Yargıtay cezanın onanmasına karar verdi
Tüm temyiz sebeplerinin reddedilmesiyle birlikte, İmamoğlu’na verilen adli para cezası kesinleşmiş oldu. Dosya, işlemlerin tamamlanması için Ordu 4. Asliye Ceza Mahkemesi’ne gönderilecek.
Kararda, olay anına ilişkin görüntü ve ses kayıtlarının çözümleri ile tanık ifadelerinin birlikte değerlendirildiği, sanık savunmasının inandırıcı bulunmadığı da belirtildi.
Karşı oy: “Bu sözler hakaret değil, siyasi eleştiridir”

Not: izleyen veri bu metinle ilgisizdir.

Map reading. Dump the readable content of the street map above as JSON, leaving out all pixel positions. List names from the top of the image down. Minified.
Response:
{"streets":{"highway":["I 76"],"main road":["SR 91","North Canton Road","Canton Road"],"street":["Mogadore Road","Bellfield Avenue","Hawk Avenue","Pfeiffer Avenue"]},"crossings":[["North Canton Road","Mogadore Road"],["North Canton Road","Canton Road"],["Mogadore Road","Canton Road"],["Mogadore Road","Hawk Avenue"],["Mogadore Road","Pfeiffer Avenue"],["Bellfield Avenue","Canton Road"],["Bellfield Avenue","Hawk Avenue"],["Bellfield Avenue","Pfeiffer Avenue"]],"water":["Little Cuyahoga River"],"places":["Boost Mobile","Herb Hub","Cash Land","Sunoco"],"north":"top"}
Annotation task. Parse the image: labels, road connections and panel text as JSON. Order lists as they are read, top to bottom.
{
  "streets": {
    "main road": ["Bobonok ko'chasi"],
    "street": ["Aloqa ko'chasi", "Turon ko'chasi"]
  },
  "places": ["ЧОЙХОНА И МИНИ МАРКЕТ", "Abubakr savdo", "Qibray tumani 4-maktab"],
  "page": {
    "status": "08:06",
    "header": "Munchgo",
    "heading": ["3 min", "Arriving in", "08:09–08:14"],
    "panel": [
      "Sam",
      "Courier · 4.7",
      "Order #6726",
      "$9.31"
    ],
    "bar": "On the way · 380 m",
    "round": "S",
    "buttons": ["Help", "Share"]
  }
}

Dairedeki iki üye ise karara itiraz etti. Karşı oy yazısında, siyasetçilerin ifade özgürlüğünün demokratik toplum için kritik olduğu vurgulandı. AİHM kararlarına atıf yapan üyeler, kamu görevlilerine yönelik sert eleştirilerin daha geniş bir koruma alanına sahip olduğunu belirterek, İmamoğlu’nun sözlerinin hakaret değil, siyasi nitelikli eleştiri kapsamında değerlendirilmesi gerektiğini savundu.
“Sanığın beraat etmesi gerekirken cezanın onanmasını doğru bulmuyoruz” diyerek çoğunluk kararına katılmadılar.